As many as 70 chefs will each create a signature dish for the event. Among those contributing their culinary genius are Jamie Kennedy, Anthony Walsh (Canoe), Donna Dooher (Mildred Pierce), Chris McDonald (Cava), Anthony Rose (Drake Hotel), Paul Boehmer (Boehmer) and, of course, Stadtländer.
“The idea,” says Christian Morrison, one of Foodstock’s organizers, “is to get as many people as possible to show up.” The event is being hosted by the four farm families who held out against Highland’s offers to buy their land. Details were still being worked out at press time, but organizers hope to close Highway 124 for the day so people can move freely from farm to farm, sample some great food and lend their voices to the groundswell of opposition to the quarry. Admission is pay-what-you-can with proceeds going to underwrite the considerable costs of fighting the proposed quarry.

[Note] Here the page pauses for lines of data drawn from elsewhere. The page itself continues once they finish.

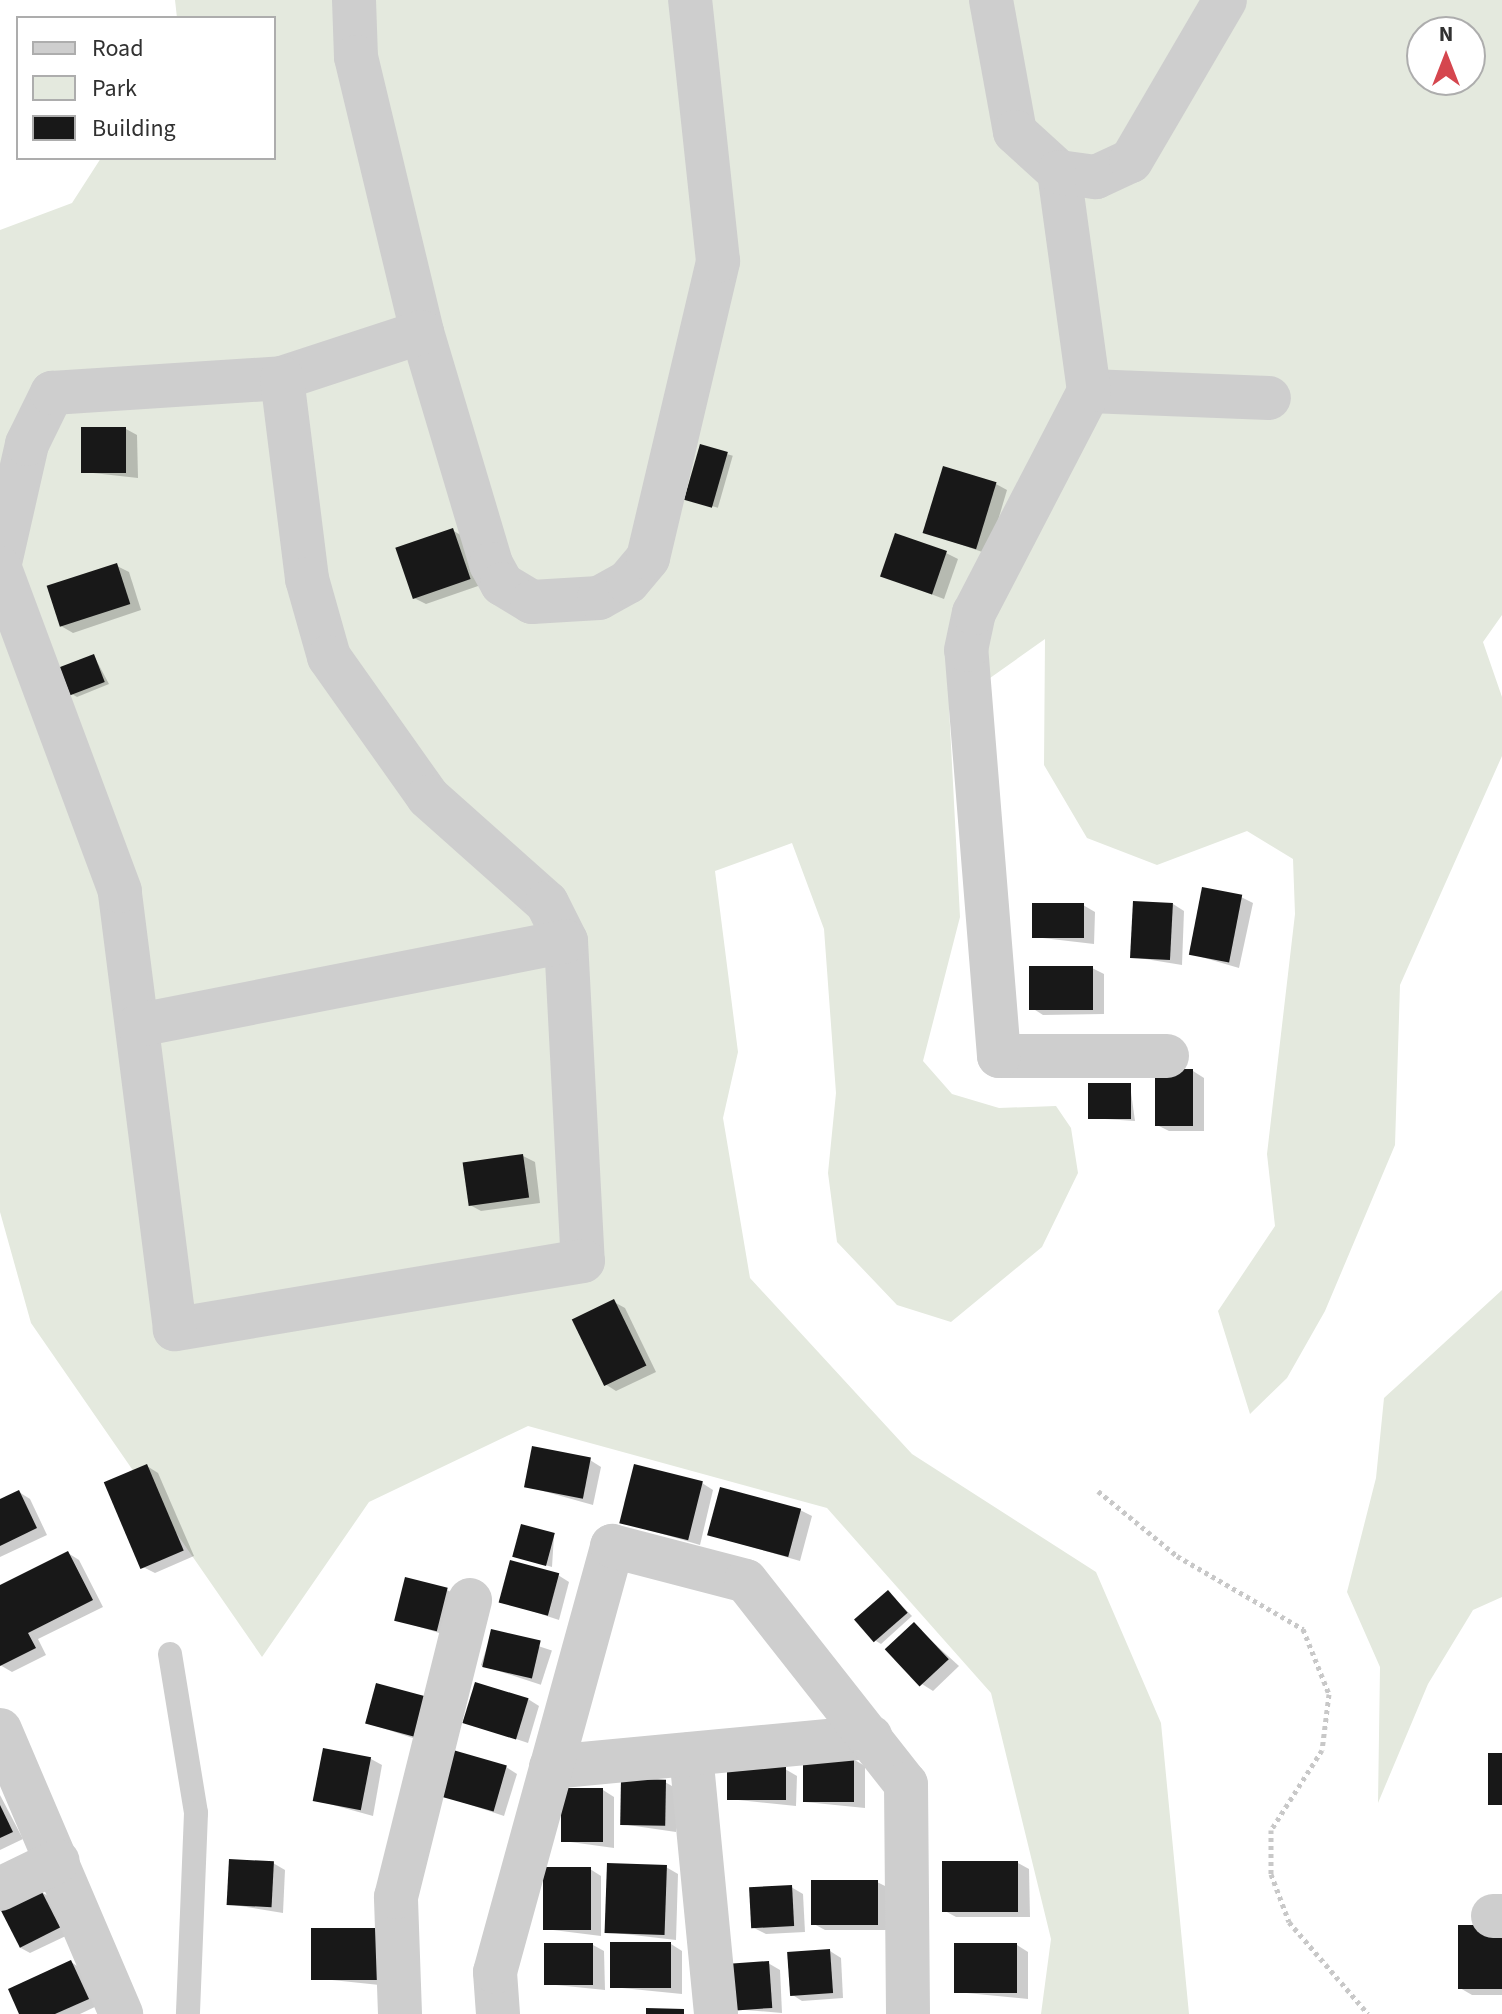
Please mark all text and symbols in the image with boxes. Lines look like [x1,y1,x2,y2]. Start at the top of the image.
legend [16,16,276,160]
north arrow [1406,16,1486,96]
text: N [1439,18,1453,50]
text: Road [92,31,144,66]
text: Park [92,71,137,106]
text: Building [92,111,176,146]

“We want this to be a giant food fair,” says Morrison, “bringing together as many people as we can because it’s clear that this is a mad, mad project.”
Seems like we have to do something to ensure all that aggregate needed to pave Paradise isn’t going to come from right here in our own backyard.
For directions and details, go to canadianchefscongress.com.
In the meantime, we hope you enjoy this second issue of Food In The Hills, a meaty one in every way, including Brad Holden’s profile of some very special cattle, Nicola Ross’s investigation of the plight of small abattoirs, and our pick for this season’s Best Bite, house-made charcuterie from the Hockley Valley Resort. It’s also the baking issue, and wherever possible, we have passed along recipes – for everything from Jean Denison’s prize-winning date squares to Wilma Zeggil’s apple pie – created by people a lot like yourselves: home cooks who care.
I hope you like it. Let us know.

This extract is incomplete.